You declare the assignment operator in your base class and use the ability to alias the names of procedures in your subclass to overload the actual methods performed.  Here is how it looks in the base class:

type, public :: string_t
private
character(:), allocatable :: str_m
contains
private
generic, public :: assignment (=) => string_t_assign_string_t, &
string_t_assign_character
! Procedure declaration for internal methods
procedure, private, pass(lhs) :: string_t_assign_string_t, &
string_t_assign_character
end type string_t

Believe me, this looks way cleaner than the messes I created along the way to learning how to do it.  Oh, and did I mention that Fortran uses the exclamation mark (bang) for comments?  It feels slightly ironic to me like, “Holy crap!  I’m actually putting a comment in my code!  Can you believe it?”  I used to work with a guy who said that anyone not smart enough to understand his code by reading it shouldn’t be in there in the first place – that’s why he never commented it.  😉

So the interesting bits here are the use of the “generic” keyword.  This allows us to genericise what can be on the right-hand side of that assignment operator.  Very similar to generics in other languages.  Finally, notice that we have to declare the actual procedures that do the assignment (one from a string_t type and a second one from a character or character array) twice.  Once in the mapping and a second time for the actual declaration.
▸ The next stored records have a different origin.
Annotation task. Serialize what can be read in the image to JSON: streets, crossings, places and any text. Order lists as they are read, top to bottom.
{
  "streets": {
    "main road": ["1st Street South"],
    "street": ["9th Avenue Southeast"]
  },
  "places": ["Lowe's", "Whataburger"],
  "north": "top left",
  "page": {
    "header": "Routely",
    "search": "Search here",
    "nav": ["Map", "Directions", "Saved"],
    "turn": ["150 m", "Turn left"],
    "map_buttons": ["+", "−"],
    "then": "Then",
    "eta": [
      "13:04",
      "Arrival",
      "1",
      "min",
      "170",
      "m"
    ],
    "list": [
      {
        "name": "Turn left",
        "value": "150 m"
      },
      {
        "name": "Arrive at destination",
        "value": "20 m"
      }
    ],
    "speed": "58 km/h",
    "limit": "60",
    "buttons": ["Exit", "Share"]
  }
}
The implementation of the procedures is pretty straightforward:

elemental subroutine string_t_assign_character(lhs, rhs)
class (string_t), intent (inout) :: lhs
character(len=*), intent (in) :: rhs
lhs%str_m = rhs
end subroutine string_t_assign_character

The only piece of magic here is the use of the keyword “class” so that you can tell the compiler you might want to allow someone to override this procedure later in a subclass.  If you don’t want that, just use “type”.  Finally, I picked this method to show the implementation of because of the use of “elemental”.  This tells the compiler that you can pass a single character or an array of characters.

One thing that a good object needs is a constructor in C++ to initialize internal data, etc.  Figuring this out in Fortran was a little challenging.  What I ended up with is as follows:

module string_m
implicit none
private
type, public :: string_t
private
! Internal private character store
character(:), allocatable :: str_m
contains
private
end type str_t
! Class constructor
interface string_t
module procedure string_t_constructor
end interface string_t
contains
type (string_t) function string_t_constructor()
string_t_constructor%str_m = ""
end function string_t_constructor

So the trick here is to declare the interface, then actually define the function in the contains section of the module, returning a type of “string_t”.  I’m not certain if the “_constructor” is convention or required.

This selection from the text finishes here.